In a victory for free speech, U.S. District Judge Manuel Real ruled that Attorney General Kamala Harris’s office had no right to prevent the nonprofit from raising money unless it turned over a list of its donors. Real had previously ruled last year that this requirement for donor information would “chill” free speech, an argument he maintained this week. He sided with the conservative group Americans for Prosperity (AFP) Foundation, which has ties to the network of nonprofit groups supported by billionaire brothers Charles and David Koch.
“During the course of the trial, the Court heard ample evidence establishing that AFP, its employees, supporters and donors face public threats, harassment, intimidation, and retaliation once their support for and affiliation with the organization becomes publicly known,” Real wrote. A lawyer for AFP presented numerous threats posted on Twitter, which illustrated the anger directed at the organization.
While one journalist mocked this defense, the hatred directed against these philanthropists is no laughing matter.
AFP invoked the Supreme Court’s 1958 decision in NAACP v. Alabama, which upheld the privacy of donors and members under the First Amendment. Harris, the attorney general who is also running for U.S. Senate, downplayed these threats as far less severe than the ones faced by the NAACP during the 1950s.
“Although the Attorney General correctly points out that such abuses are not as violent or pervasive” as those faced by the NAACP, “this court is not prepared to wait until an AFP opponent carries out one of the numerous death threats made against its members,” the judge wrote.
Given these threats, Real said that any need by the state of California to use the data for potential fraud investigations must take second place to the donors’ right to privacy. Harris argued that California uses the data from tax-exempt organizations to investigate possible fraud, alleging that donors might use a charity to fund their businesses or to pass money to family members. The judge ruled that Harris’ demand was “more burdensome than necessary.”
AFP Foundation pointed to 1,778 donor lists that that AG Harris publicly posted online, arguing that Harris is making the direct disclosure of donors very likely. The foundation already releases this donor list to the Internal Revenue Service, but the IRS keeps the list secret. Harris argued that it was her policy to keep the names secret.
The anger against conservative groups and causes is well-known and unavoidable. In 2012, a lone gunman attacked the Family Research Council (FRC) in Washington, D.C., because the group was listed as a “hate group” by the Southern Poverty Law Center. Last year, “Social Justice Warriors” made death threats against Minnesota dentist Walter Palmer, shutting down his practice and sending him into hiding for poaching a lion.

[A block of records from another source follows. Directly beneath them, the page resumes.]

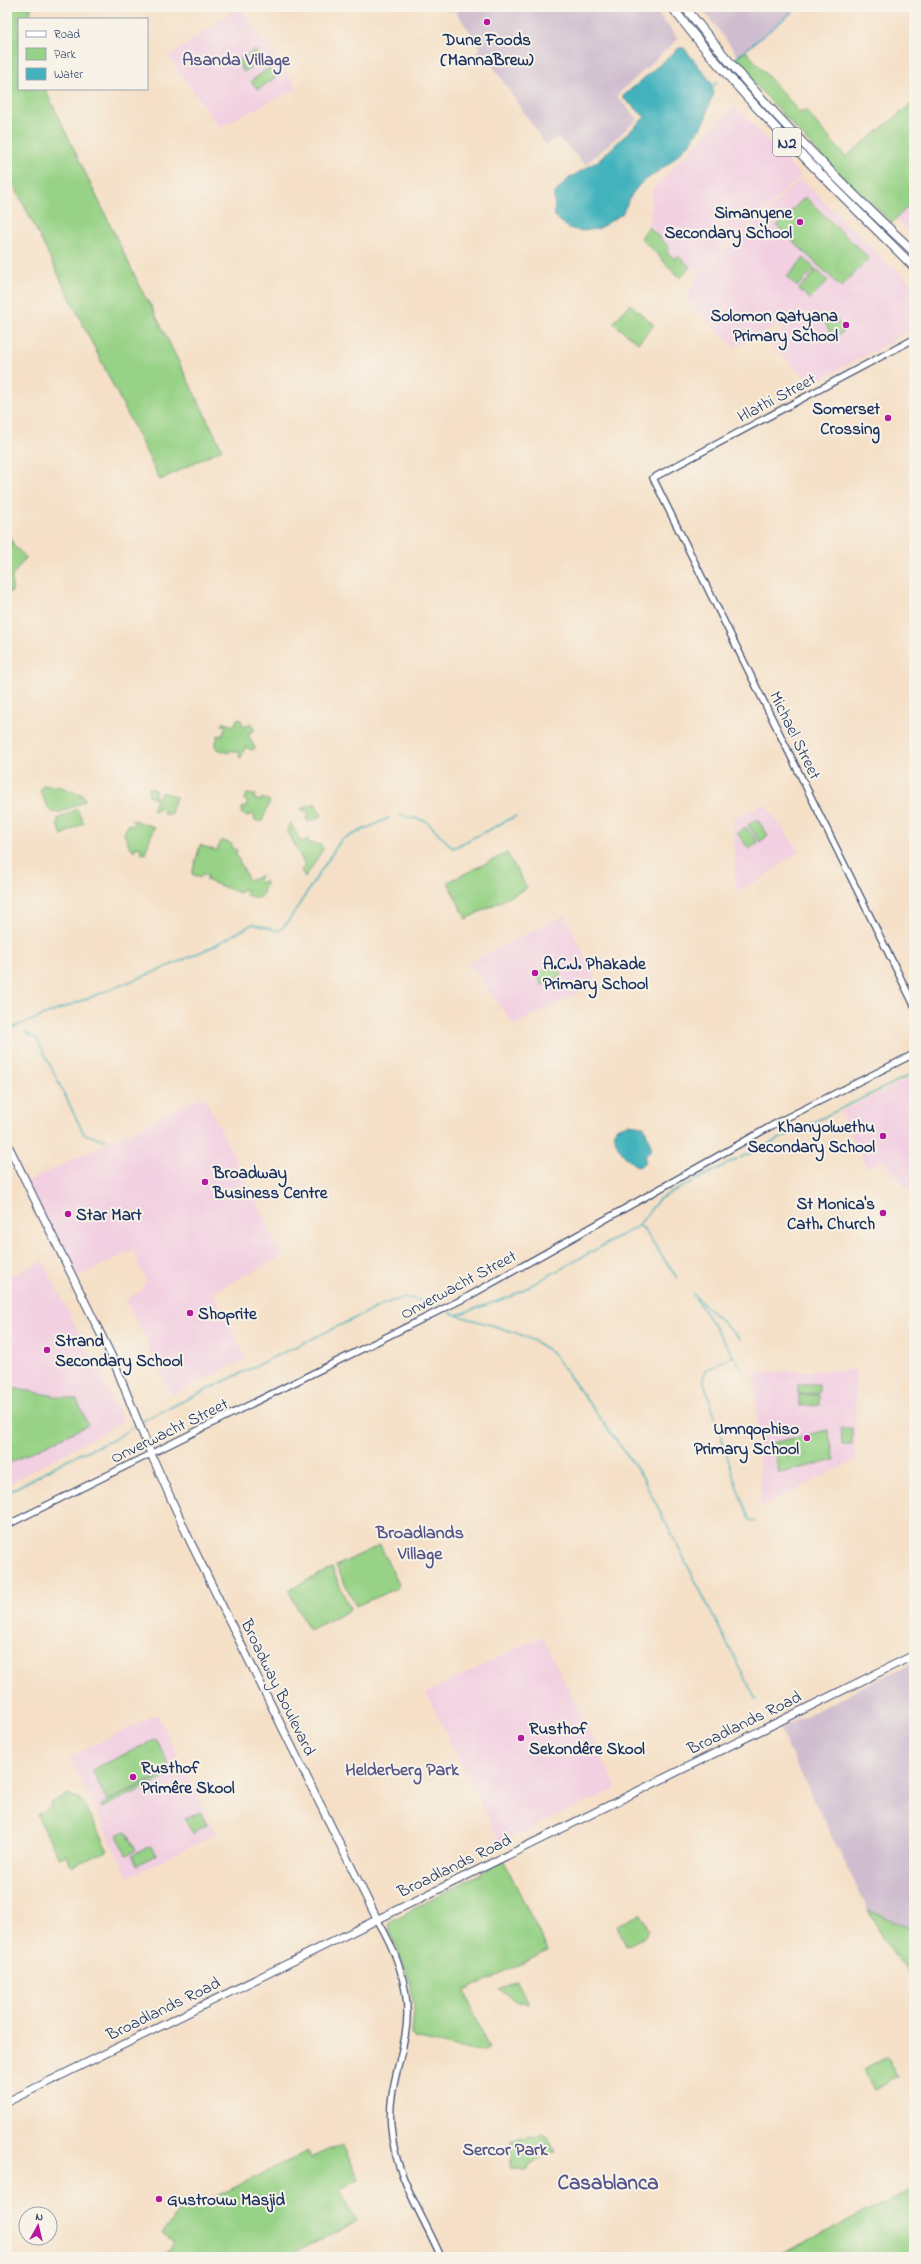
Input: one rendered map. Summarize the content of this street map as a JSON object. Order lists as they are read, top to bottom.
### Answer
{
  "streets": {
    "highway": ["N2"],
    "main road": ["Broadway Boulevard", "Broadlands Road"],
    "street": ["Hlathi Street", "Michael Street", "Onverwacht Street"]
  },
  "crossings": [
    ["Hlathi Street", "Michael Street"],
    ["Onverwacht Street", "Broadway Boulevard"],
    ["Broadway Boulevard", "Broadlands Road"]
  ],
  "districts": [
    "Asanda Village",
    "Broadlands Village",
    "Helderberg Park",
    "Sercor Park",
    "Casablanca"
  ],
  "places": [
    "Dune Foods (MannaBrew)",
    "Simanyene Secondary School",
    "Solomon Qatyana Primary School",
    "Somerset Crossing",
    "A.C.J. Phakade Primary School",
    "Khanyolwethu Secondary School",
    "Broadway Business Centre",
    "St Monica's Cath. Church",
    "Star Mart",
    "Shoprite",
    "Strand Secondary School",
    "Umnqophiso Primary School",
    "Rusthof Sekondêre Skool",
    "Rusthof Primêre Skool",
    "Gustrouw Masjid"
  ],
  "legend": ["Road", "Park", "Water"],
  "north": "top"
}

Lord knows what some people will do if they knew the names of people giving thousands of dollars to the hated and maligned “Koch brothers.”
Next Page: The battle is far from over.
This ruling is not the end of the issue, however. “We are disappointed in Judge Real’s ruling and intend to appeal,” Kirstin Ford, a spokeswoman for Harris, said in a statement. “The filing of [these donor lists] is a long-standing requirement that has helped attorneys general for more than a decade protect taxpayers against fraud.”

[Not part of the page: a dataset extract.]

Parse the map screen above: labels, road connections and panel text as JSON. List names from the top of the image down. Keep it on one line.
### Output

Victor Bernson, Vice President and General Counsel at AFP, predicted the appeal will get nowhere. “We’re confident that our free speech protections will prevail, and we’re willing to continue to keep fighting to defend those rights on behalf of every American who wants to privately support a cause — regardless of their ideology,” Bernson wrote in an email statement to PJ Media on Friday.

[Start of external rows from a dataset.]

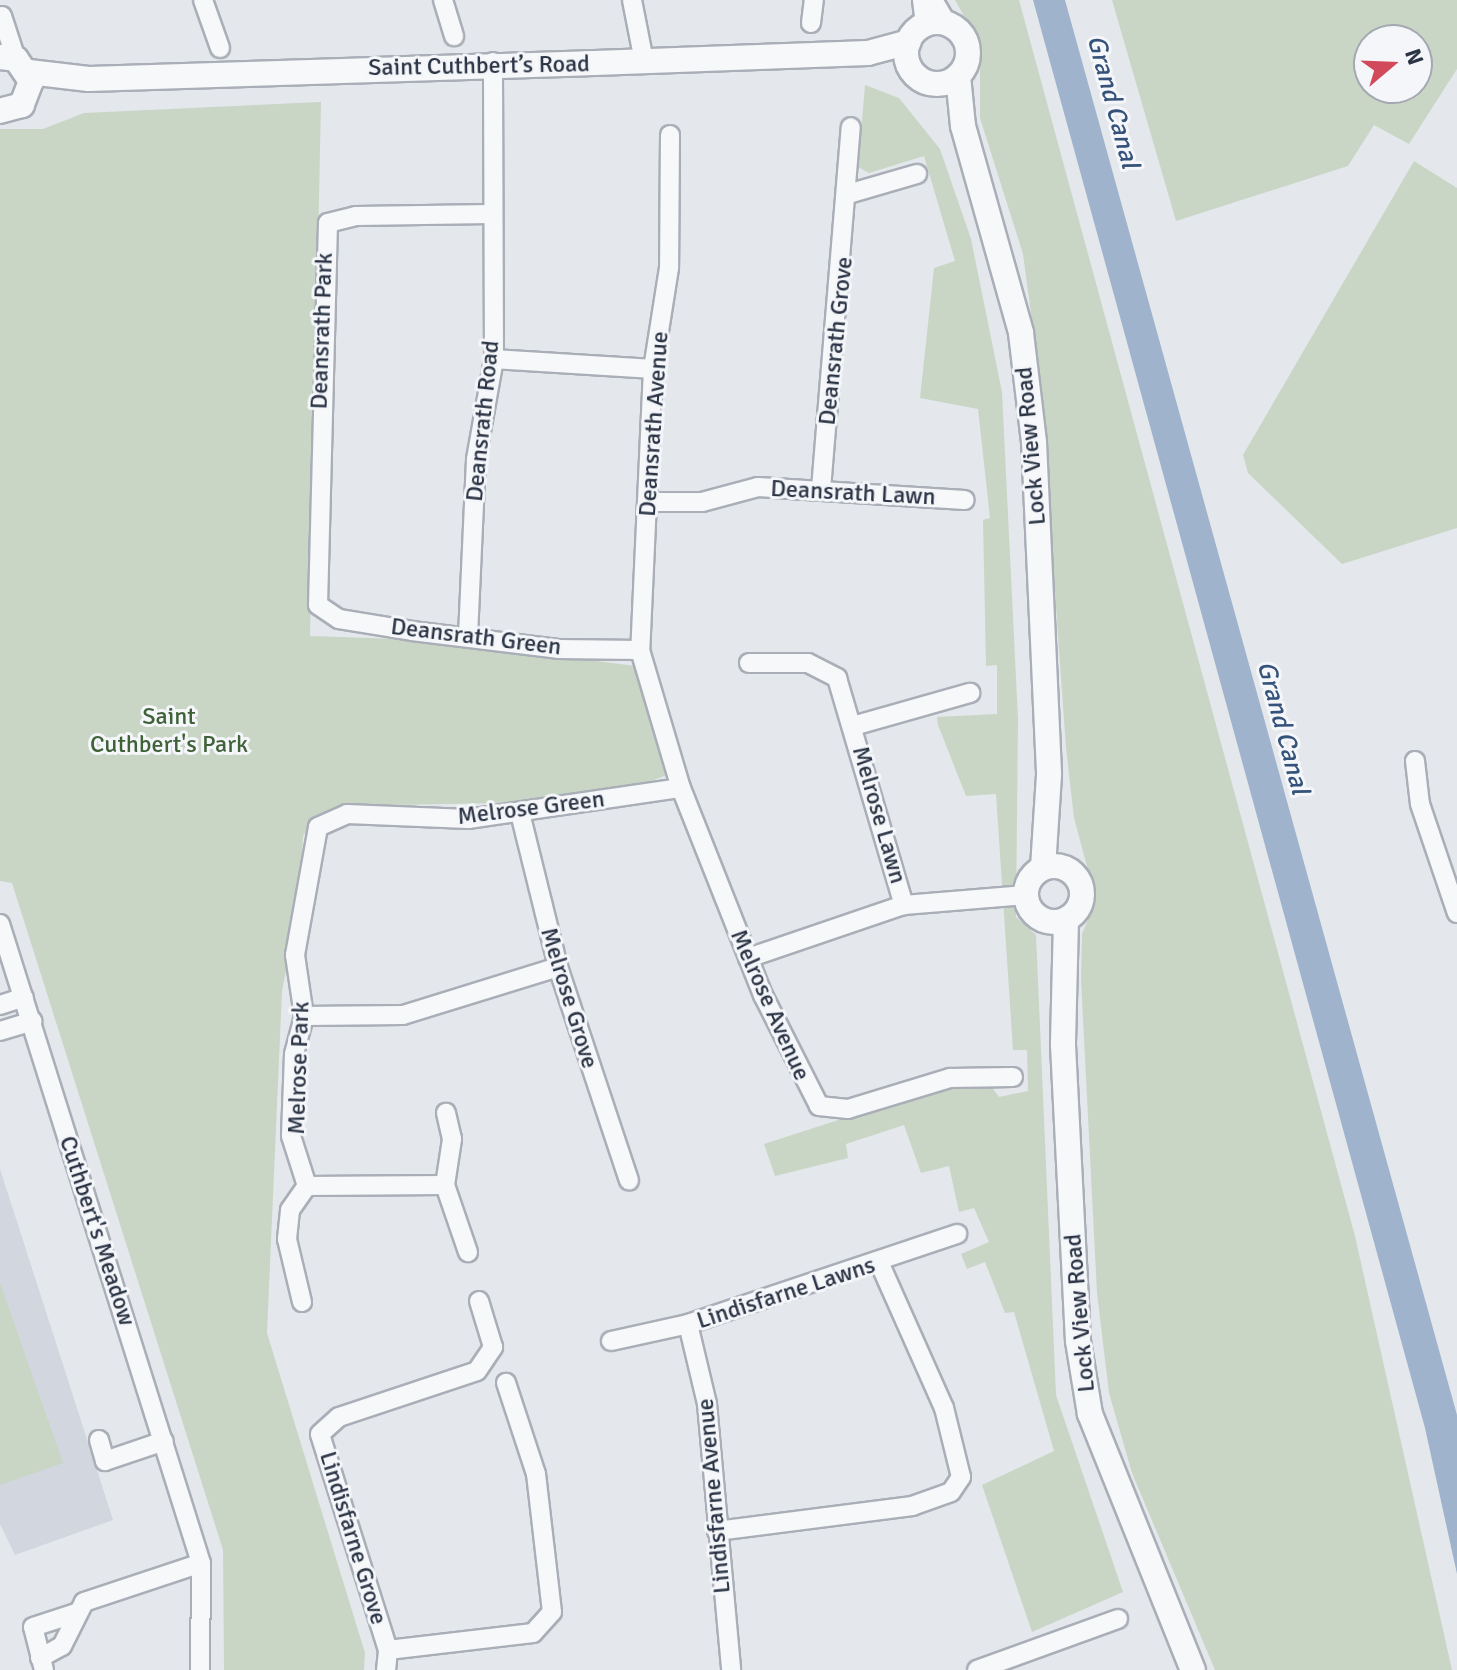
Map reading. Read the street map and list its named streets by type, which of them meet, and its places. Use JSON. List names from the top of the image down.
{
  "streets": {
    "street": [
      "Saint Cuthbert’s Road",
      "Deansrath Park",
      "Deansrath Grove",
      "Deansrath Road",
      "Deansrath Avenue",
      "Lock View Road",
      "Deansrath Lawn",
      "Deansrath Green",
      "Melrose Green",
      "Melrose Lawn",
      "Melrose Grove",
      "Melrose Avenue",
      "Melrose Park",
      "Cuthbert's Meadow",
      "Lindisfarne Lawns",
      "Lindisfarne Avenue",
      "Lindisfarne Grove"
    ]
  },
  "crossings": [
    ["Saint Cuthbert’s Road", "Deansrath Road"],
    ["Saint Cuthbert’s Road", "Lock View Road"],
    ["Deansrath Park", "Deansrath Road"],
    ["Deansrath Park", "Deansrath Green"],
    ["Deansrath Grove", "Deansrath Lawn"],
    ["Deansrath Road", "Deansrath Green"],
    ["Deansrath Avenue", "Deansrath Lawn"],
    ["Deansrath Avenue", "Deansrath Green"],
    ["Deansrath Avenue", "Melrose Avenue"],
    ["Melrose Green", "Melrose Grove"],
    ["Melrose Green", "Melrose Avenue"],
    ["Melrose Green", "Melrose Park"],
    ["Lindisfarne Lawns", "Lindisfarne Avenue"]
  ],
  "water": ["Grand Canal"],
  "parks": ["Saint Cuthbert's Park"],
  "north": "right"
}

He also predicted that the attorney general and others would continue pressuring for the public disclosure of donors, and promised that AFP would oppose such attacks in the future.
“We’ll speak out when tactics are used to open private citizens up to fear of harassment or retribution,” Bernson declared. “Participating in the public square, whether it’s publicly or anonymously, has been a fundamental part of our nation and no matter the tactics, we believe that will endure.”